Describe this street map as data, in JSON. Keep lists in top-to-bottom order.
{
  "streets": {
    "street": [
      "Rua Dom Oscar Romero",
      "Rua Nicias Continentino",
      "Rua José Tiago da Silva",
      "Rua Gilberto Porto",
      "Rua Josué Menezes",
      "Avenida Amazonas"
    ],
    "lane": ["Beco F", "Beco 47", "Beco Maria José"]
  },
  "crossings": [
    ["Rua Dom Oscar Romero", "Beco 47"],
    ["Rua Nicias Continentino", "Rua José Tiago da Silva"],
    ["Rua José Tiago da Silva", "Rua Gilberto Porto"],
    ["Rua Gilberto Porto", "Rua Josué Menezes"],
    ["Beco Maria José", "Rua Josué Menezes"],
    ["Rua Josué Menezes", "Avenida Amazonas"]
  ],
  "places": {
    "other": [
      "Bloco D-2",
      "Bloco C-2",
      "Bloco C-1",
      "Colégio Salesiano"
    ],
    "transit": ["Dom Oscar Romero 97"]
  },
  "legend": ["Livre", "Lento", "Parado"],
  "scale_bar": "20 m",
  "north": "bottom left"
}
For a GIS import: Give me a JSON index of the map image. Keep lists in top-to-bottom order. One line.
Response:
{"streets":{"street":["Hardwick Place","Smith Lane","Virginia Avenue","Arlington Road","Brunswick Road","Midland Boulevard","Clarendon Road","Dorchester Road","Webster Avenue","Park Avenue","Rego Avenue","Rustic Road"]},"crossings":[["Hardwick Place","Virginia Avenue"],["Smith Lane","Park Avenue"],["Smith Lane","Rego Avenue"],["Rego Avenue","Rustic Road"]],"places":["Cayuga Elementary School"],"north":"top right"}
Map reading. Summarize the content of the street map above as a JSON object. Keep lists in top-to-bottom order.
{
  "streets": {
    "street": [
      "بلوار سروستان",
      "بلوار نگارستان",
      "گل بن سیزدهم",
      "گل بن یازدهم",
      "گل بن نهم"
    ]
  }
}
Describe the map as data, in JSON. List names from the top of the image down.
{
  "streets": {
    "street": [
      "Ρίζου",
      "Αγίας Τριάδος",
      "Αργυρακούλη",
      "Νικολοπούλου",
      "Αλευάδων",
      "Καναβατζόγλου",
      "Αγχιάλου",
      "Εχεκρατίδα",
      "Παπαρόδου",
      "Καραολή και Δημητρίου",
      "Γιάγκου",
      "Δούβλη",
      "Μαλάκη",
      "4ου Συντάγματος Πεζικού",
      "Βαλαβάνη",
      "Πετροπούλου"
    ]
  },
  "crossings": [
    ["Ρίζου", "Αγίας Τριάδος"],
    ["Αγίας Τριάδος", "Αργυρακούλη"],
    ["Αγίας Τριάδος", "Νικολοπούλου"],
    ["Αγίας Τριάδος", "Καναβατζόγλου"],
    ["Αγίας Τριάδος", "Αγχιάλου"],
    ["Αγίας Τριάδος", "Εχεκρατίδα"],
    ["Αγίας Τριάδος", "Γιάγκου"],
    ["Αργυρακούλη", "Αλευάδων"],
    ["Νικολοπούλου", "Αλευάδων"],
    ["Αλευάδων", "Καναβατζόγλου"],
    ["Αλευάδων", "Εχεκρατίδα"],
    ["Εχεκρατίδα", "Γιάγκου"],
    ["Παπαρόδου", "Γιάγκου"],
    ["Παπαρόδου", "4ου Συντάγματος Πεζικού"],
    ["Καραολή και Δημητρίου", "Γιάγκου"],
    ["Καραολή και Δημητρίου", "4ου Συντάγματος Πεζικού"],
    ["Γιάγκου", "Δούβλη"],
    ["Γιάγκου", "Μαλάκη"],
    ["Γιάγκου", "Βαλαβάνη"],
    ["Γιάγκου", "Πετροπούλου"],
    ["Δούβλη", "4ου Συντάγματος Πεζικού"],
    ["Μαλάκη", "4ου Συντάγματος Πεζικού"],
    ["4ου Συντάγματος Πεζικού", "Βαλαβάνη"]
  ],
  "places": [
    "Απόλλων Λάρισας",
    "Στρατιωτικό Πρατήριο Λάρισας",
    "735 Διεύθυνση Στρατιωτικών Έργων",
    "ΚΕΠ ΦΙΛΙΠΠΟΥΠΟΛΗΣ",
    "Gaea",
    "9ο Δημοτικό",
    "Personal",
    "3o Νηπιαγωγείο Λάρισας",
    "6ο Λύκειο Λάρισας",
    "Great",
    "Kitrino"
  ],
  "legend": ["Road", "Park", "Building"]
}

########################################

» Requirement: Reproduce the full block of data exactly, omitting nothing.

» Answer below:
Describe this street map as data, in JSON. Keep lists in top-to-bottom order.
{
  "streets": {
    "street": [
      "Rua Dom Oscar Romero",
      "Rua Nicias Continentino",
      "Rua José Tiago da Silva",
      "Rua Gilberto Porto",
      "Rua Josué Menezes",
      "Avenida Amazonas"
    ],
    "lane": ["Beco F", "Beco 47", "Beco Maria José"]
  },
  "crossings": [
    ["Rua Dom Oscar Romero", "Beco 47"],
    ["Rua Nicias Continentino", "Rua José Tiago da Silva"],
    ["Rua José Tiago da Silva", "Rua Gilberto Porto"],
    ["Rua Gilberto Porto", "Rua Josué Menezes"],
    ["Beco Maria José", "Rua Josué Menezes"],
    ["Rua Josué Menezes", "Avenida Amazonas"]
  ],
  "places": {
    "other": [
      "Bloco D-2",
      "Bloco C-2",
      "Bloco C-1",
      "Colégio Salesiano"
    ],
    "transit": ["Dom Oscar Romero 97"]
  },
  "legend": ["Livre", "Lento", "Parado"],
  "scale_bar": "20 m",
  "north": "bottom left"
}
For a GIS import: Give me a JSON index of the map image. Keep lists in top-to-bottom order. One line.
Response:
{"streets":{"street":["Hardwick Place","Smith Lane","Virginia Avenue","Arlington Road","Brunswick Road","Midland Boulevard","Clarendon Road","Dorchester Road","Webster Avenue","Park Avenue","Rego Avenue","Rustic Road"]},"crossings":[["Hardwick Place","Virginia Avenue"],["Smith Lane","Park Avenue"],["Smith Lane","Rego Avenue"],["Rego Avenue","Rustic Road"]],"places":["Cayuga Elementary School"],"north":"top right"}
Map reading. Summarize the content of the street map above as a JSON object. Keep lists in top-to-bottom order.
{
  "streets": {
    "street": [
      "بلوار سروستان",
      "بلوار نگارستان",
      "گل بن سیزدهم",
      "گل بن یازدهم",
      "گل بن نهم"
    ]
  }
}
Describe the map as data, in JSON. List names from the top of the image down.
{
  "streets": {
    "street": [
      "Ρίζου",
      "Αγίας Τριάδος",
      "Αργυρακούλη",
      "Νικολοπούλου",
      "Αλευάδων",
      "Καναβατζόγλου",
      "Αγχιάλου",
      "Εχεκρατίδα",
      "Παπαρόδου",
      "Καραολή και Δημητρίου",
      "Γιάγκου",
      "Δούβλη",
      "Μαλάκη",
      "4ου Συντάγματος Πεζικού",
      "Βαλαβάνη",
      "Πετροπούλου"
    ]
  },
  "crossings": [
    ["Ρίζου", "Αγίας Τριάδος"],
    ["Αγίας Τριάδος", "Αργυρακούλη"],
    ["Αγίας Τριάδος", "Νικολοπούλου"],
    ["Αγίας Τριάδος", "Καναβατζόγλου"],
    ["Αγίας Τριάδος", "Αγχιάλου"],
    ["Αγίας Τριάδος", "Εχεκρατίδα"],
    ["Αγίας Τριάδος", "Γιάγκου"],
    ["Αργυρακούλη", "Αλευάδων"],
    ["Νικολοπούλου", "Αλευάδων"],
    ["Αλευάδων", "Καναβατζόγλου"],
    ["Αλευάδων", "Εχεκρατίδα"],
    ["Εχεκρατίδα", "Γιάγκου"],
    ["Παπαρόδου", "Γιάγκου"],
    ["Παπαρόδου", "4ου Συντάγματος Πεζικού"],
    ["Καραολή και Δημητρίου", "Γιάγκου"],
    ["Καραολή και Δημητρίου", "4ου Συντάγματος Πεζικού"],
    ["Γιάγκου", "Δούβλη"],
    ["Γιάγκου", "Μαλάκη"],
    ["Γιάγκου", "Βαλαβάνη"],
    ["Γιάγκου", "Πετροπούλου"],
    ["Δούβλη", "4ου Συντάγματος Πεζικού"],
    ["Μαλάκη", "4ου Συντάγματος Πεζικού"],
    ["4ου Συντάγματος Πεζικού", "Βαλαβάνη"]
  ],
  "places": [
    "Απόλλων Λάρισας",
    "Στρατιωτικό Πρατήριο Λάρισας",
    "735 Διεύθυνση Στρατιωτικών Έργων",
    "ΚΕΠ ΦΙΛΙΠΠΟΥΠΟΛΗΣ",
    "Gaea",
    "9ο Δημοτικό",
    "Personal",
    "3o Νηπιαγωγείο Λάρισας",
    "6ο Λύκειο Λάρισας",
    "Great",
    "Kitrino"
  ],
  "legend": ["Road", "Park", "Building"]
}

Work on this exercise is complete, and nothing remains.